Discussions on more advanced topics such as monolithic vs micro-kernels, transactional memory models, and paging vs segmentation should go here. Use this forum to expand and improve the wiki!
Sik wrote:...I'm surprised we aren't encouraging programmers to optimize their code as much as possible for slower CPUs...
"We" are doing that. "They" aren't, because what's selling is moar features, moar eye candy, moar FPS, semi-transparent windows, inlined videos, ...
Also company more willing to add 50 middlewares to do simple things, in fact it's the "correct way" to use bloatwares in their philosophy.
Think about RN, why you want to run javascript with java glue code which in turn run inside a JVM, on a crappy mobile processor? It's crazy talk back in the old day.
Well, to be quite honest, I vividly remember my first x86 laptop, purchased back in 1999, which had just enough CPU ooomph (PIII @ 500MHz) to play back a DVD without stuttering -- if I didn't do anything else.
(I had Amigas before, and while being fine machines in their own right, playing back DVDs was quite outside their range except for the very lastest PowerPC-driven ones.)
We do want HD quality today, going forward to 4k and 3D, and we do want it stutter-free while we're doing something else in another window.

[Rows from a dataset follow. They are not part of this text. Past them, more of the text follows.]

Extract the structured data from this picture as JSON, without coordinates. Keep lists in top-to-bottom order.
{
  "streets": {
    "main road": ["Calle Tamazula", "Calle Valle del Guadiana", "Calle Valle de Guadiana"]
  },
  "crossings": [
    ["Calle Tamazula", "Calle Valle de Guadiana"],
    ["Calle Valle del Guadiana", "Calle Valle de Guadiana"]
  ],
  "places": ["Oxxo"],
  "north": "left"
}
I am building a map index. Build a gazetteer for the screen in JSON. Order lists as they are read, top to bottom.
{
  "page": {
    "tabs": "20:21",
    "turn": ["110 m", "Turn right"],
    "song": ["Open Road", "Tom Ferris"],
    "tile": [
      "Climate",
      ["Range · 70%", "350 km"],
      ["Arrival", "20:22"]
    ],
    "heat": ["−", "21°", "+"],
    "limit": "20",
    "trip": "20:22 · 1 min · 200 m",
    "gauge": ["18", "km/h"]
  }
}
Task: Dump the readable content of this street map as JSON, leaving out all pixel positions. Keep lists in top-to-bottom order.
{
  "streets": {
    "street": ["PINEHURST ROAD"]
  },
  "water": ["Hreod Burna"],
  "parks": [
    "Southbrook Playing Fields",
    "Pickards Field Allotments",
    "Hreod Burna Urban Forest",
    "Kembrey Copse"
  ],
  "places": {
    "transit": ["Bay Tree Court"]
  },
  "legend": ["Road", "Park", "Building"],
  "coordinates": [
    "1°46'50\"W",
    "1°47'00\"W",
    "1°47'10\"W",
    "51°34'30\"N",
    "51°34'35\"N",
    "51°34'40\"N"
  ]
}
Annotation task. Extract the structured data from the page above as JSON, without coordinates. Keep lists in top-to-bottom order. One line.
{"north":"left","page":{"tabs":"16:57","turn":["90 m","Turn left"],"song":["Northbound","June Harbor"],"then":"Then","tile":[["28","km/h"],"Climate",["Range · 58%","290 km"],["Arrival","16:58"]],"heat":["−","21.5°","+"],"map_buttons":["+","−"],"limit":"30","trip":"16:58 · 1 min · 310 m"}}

So it's not as if all that CPU power were unnecessary if not for bloatware.
But we're getting sidetracked here. Let's keep this focussed on Meltdown / Spectre and their mitigation.
Every good solution is obvious once you've found it.
Probably Meltdown/Spectre are just the beginning of a public attempt to use any measurable hardware effects as a programming language from a simple microcontroller.
If that's the case, probably using paging as a measure to leak data will only be one of the weakest ways to gather any data in a system, probably wouldn't really be the fault of the architecture implementation (beyond doing temporary operations that leave measurable traces before making sure that the operation is allowed as when loading pages before making sure that privilege access will be allowed for operands), and probably there will always be ways to determine valuable things and which will become easier as processors become more advanced.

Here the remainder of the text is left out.